- **Exercise instructions**
What follows is a listing to transcribe exactly, leaving the pictures out.

- **Data below**
┌────────

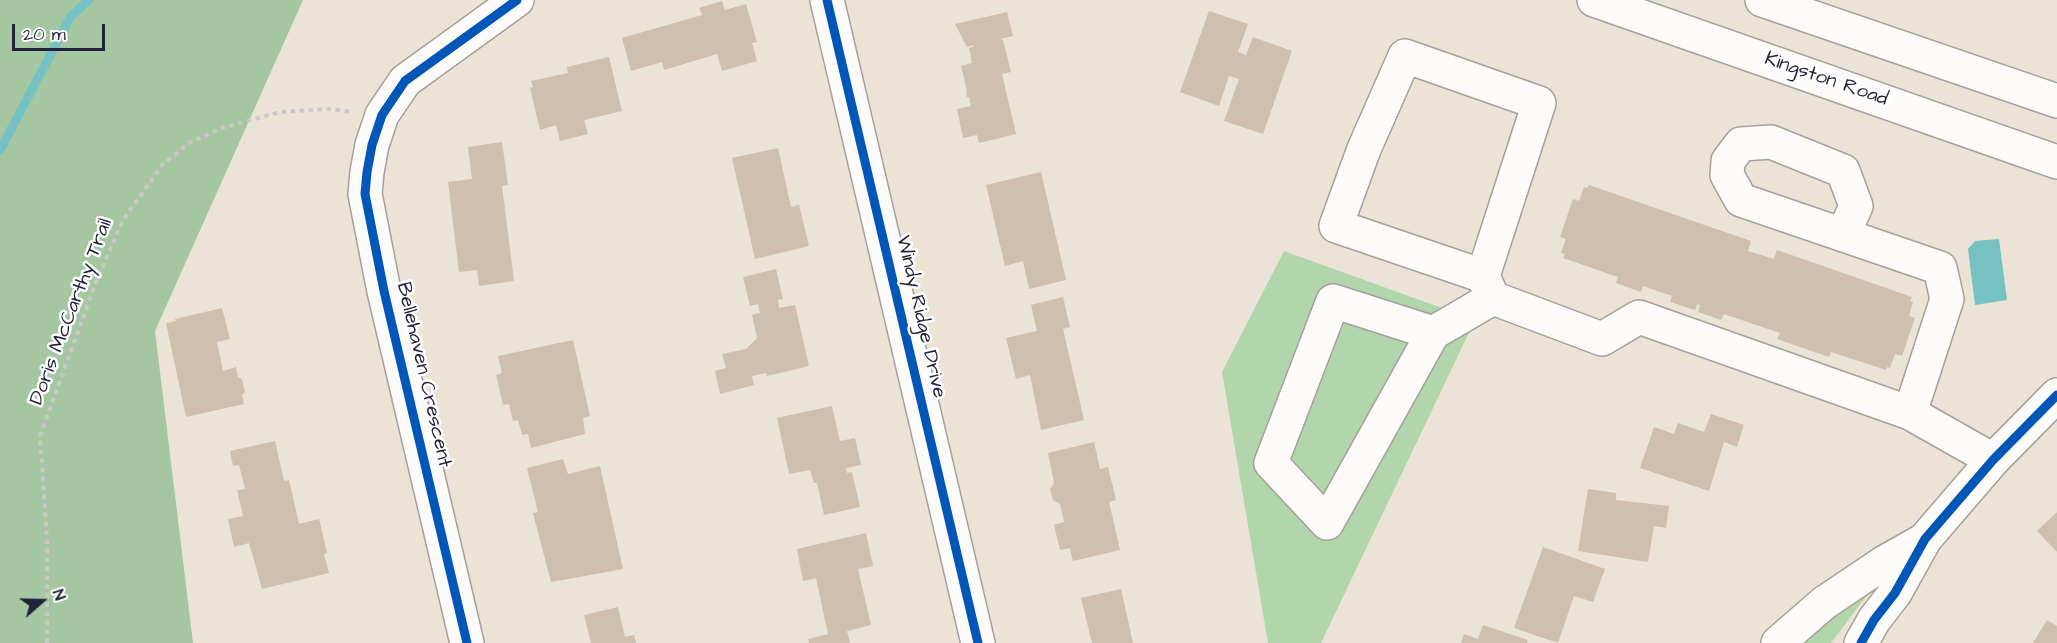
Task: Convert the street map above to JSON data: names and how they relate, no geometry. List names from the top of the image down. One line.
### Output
{"streets":{"street":["Kingston Road","Windy Ridge Drive","Bellehaven Crescent"],"path":["Doris McCarthy Trail"]},"crossings":[["Doris McCarthy Trail","Bellehaven Crescent"]],"scale_bar":"20 m","north":"right"}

└────────

- **Expected output**
Task: Convert the street map above to JSON data: names and how they relate, no geometry. List names from the top of the image down. One line.
### Output
{"streets":{"street":["Kingston Road","Windy Ridge Drive","Bellehaven Crescent"],"path":["Doris McCarthy Trail"]},"crossings":[["Doris McCarthy Trail","Bellehaven Crescent"]],"scale_bar":"20 m","north":"right"}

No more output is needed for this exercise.